Was Demas a Christian

Paul worked with a lot of folks who also had “successful ministries”. One man, however, stands out in contrast – Demas. He is mentioned in Philemon 24, Colossians 4:14 and finally in II Timothy 4:10-11. 

A scary example of a man who was active in ministry and yet ended badly.

Anyone have any insights or further info (even extra Biblical) about this man. 

He is a frightening and intriguing figure for me as I think of many more decades of ministry, if the Lord is pleased to grant me long life. 

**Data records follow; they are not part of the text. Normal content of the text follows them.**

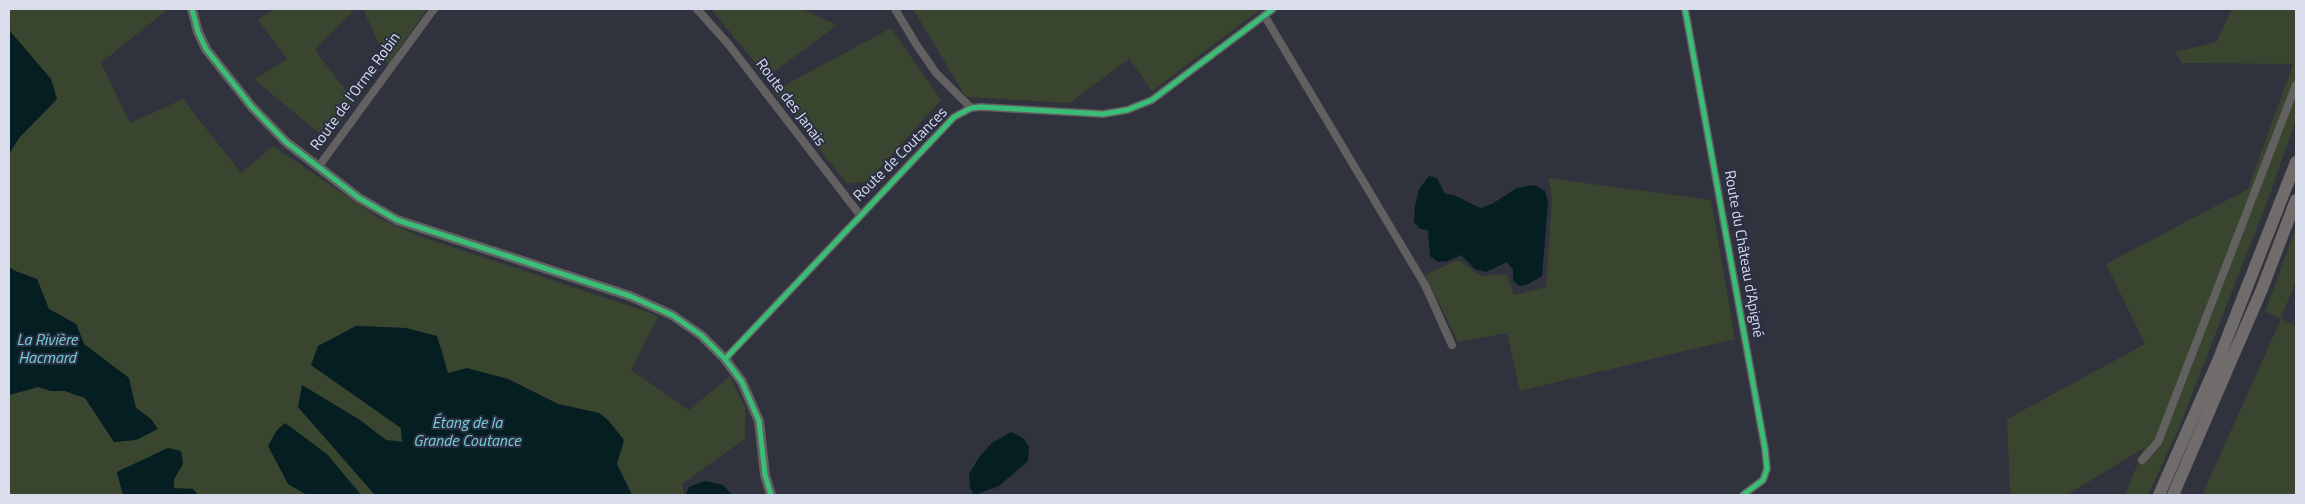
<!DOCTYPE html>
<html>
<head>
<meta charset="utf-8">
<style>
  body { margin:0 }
  #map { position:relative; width:2305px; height:504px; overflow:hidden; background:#30323e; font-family:"Titillium Web",sans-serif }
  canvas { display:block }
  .frame { position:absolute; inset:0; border:10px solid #dadeec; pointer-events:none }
</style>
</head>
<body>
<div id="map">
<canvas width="2305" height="504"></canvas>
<div class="frame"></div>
</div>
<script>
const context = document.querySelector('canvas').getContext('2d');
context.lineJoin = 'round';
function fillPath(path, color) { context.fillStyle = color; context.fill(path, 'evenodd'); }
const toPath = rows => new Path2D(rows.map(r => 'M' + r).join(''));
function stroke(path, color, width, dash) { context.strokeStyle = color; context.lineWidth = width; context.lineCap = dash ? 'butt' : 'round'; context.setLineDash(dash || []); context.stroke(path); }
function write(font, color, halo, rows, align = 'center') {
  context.font = font + ' "Titillium Web",sans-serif'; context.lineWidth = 4; context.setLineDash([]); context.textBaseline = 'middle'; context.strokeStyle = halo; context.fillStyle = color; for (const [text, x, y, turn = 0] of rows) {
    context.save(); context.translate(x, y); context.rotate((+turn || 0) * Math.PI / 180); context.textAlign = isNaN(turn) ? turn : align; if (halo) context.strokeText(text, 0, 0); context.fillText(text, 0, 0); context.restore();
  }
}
const green = toPath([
  [9,9,168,9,101,63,130,123,183,99,241,173,273,146,379,218,416,235,648,312,658,317,631,370,689,410,730,376,745,407,745,439,682,484,684,495,632,495,617,464,624,440,599,413,558,404,508,379,448,374,442,348,406,328,356,326,311,365,401,428,402,442,386,440,360,420,302,386,298,407,375,495,361,495,355,486,288,484,307,495,198,495,192,489,174,489,174,480,183,464,181,452,168,448,117,472,123,495,9,495,9,395,38,387,51,391,65,391,85,398,114,442,151,419,136,408,128,378,84,344,76,324,49,309,37,279,15,271,9,267,9,154,19,138,57,99,28,55,9,30],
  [274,9,355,9,315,50,354,101,327,140,254,79,287,59,258,20],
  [363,9,427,9,388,65],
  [711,9,802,9,837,25,767,77],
  [913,9,1261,9,1152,91,1129,59,1070,103,966,97],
  [2232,9,2296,9,2296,119,2269,197,2178,430,2148,495,2125,495,2144,448,2067,495,2010,495,2007,419,2145,344,2106,264,2248,189,2293,64,2182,63,2175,52,2216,42],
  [891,28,941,100,868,181,847,184,774,91],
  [1548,178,1711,200,1735,339,1520,391,1507,333,1458,342,1425,275,1458,260,1481,276,1507,274,1514,295,1546,287,1552,198],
  [2296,227,2296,280,2281,318,2296,327,2296,495,2202,495,2281,319,2265,312]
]);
const water = toPath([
  [9,30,51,79,57,99,19,138,9,154],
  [1429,176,1437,178,1445,194,1454,195,1480,208,1492,204,1517,188,1534,185,1545,191,1548,202,1542,276,1526,285,1520,286,1513,281,1513,270,1507,262,1486,272,1475,269,1461,255,1448,261,1438,262,1430,256,1428,230,1420,229,1414,222,1415,206,1419,189],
  [9,267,15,271,37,279,49,309,76,324,84,344,129,378,136,408,151,419,158,429,136,440,114,442,85,398,65,391,51,391,38,387,9,395],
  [356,326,406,328,437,336,448,373,467,368,508,379,558,404,599,413,608,420,624,440,617,464,632,495,375,495,298,407,302,385,360,420,386,440,402,442,401,428,311,365,318,346],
  [285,423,327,454,361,495,307,495,288,484,268,446,277,430],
  [1011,432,1023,438,1029,447,1028,461,999,486,974,495,970,488,969,474,980,456,992,443],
  [168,448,181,451,183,464,174,479,174,488,193,489,198,495,123,495,117,472],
  [705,481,723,485,732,495,686,495,689,487]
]);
const minor = toPath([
  [697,9,729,45,860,215],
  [895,9,916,44,936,73,971,108],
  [1685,9,1765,449,1767,469,1763,480,1743,495],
  [1264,15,1425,285,1452,345],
  [319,166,434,9],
  [725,359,954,117,971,108,981,107,1103,114,1127,110,1152,100,1273,9],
  [2142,460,2158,442,2296,85]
]);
const tertiary = toPath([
  [192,9,198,32,206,49,252,107,286,142,359,198,397,220,630,296,672,315,701,335,725,359,742,382,759,421,765,475,771,495]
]);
const trunk = toPath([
  [2159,495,2218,361,2296,162],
  [2173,495,2262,289,2296,200]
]);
const cycleway = toPath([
  [192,9,198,32,206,49,252,107,286,142,359,198,397,220,630,296,672,315,701,335,725,359,742,382,759,421,765,475,771,495],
  [1685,9,1765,449,1767,469,1763,480,1743,495],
  [725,359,954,117,971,108,981,107,1103,114,1127,110,1152,100,1273,9]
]);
const streetNames = [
  ["Route de l'Orme Robin",356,92,-54],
  ["Route des Janais",790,103,53],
  ["Route de Coutances",901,155,-45],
  ["Route du Château d'Apigné",1743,254,80]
];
const waterNames = [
  ["La Rivière",47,341],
  ["Hacmard",47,359],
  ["Étang de la",467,424],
  ["Grande Coutance",467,442]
];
fillPath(green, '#39452e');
fillPath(water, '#041e21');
stroke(minor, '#626060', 8);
stroke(tertiary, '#626060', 10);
stroke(trunk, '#706c6b', 12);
stroke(cycleway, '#3abd76', 5);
write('15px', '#dadeec', '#2a2f44', streetNames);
write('italic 16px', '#74d2d7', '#2a2f44', waterNames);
</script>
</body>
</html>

Can this happen to me? To you? Yikes!


----------



## Anton Bruckner (Sep 23, 2007)

every time I go through some trying experiences, I become scared of the possibility of apostasizing. Maybe it is irrational, but fellas like Demas, Judas, Saul, Hymeneus scares the living daylights out of me, along with modern examples of David Chilton. But I believe these men are specifically given mention and set forth to us as a warning against being puffed up and arrogant, and not humbly seeking God and cleaving on to Him.


----------



## Pergamum (Sep 23, 2007)

David Chilton...the Paradise Restored guy? I love that book...what happened?


----------



## Anton Bruckner (Sep 23, 2007)

Pergamum said:


> David Chilton...the Paradise Restored guy? I love that book...what happened?



he apostatized into full preterism then into Greek Orthodoxy.


----------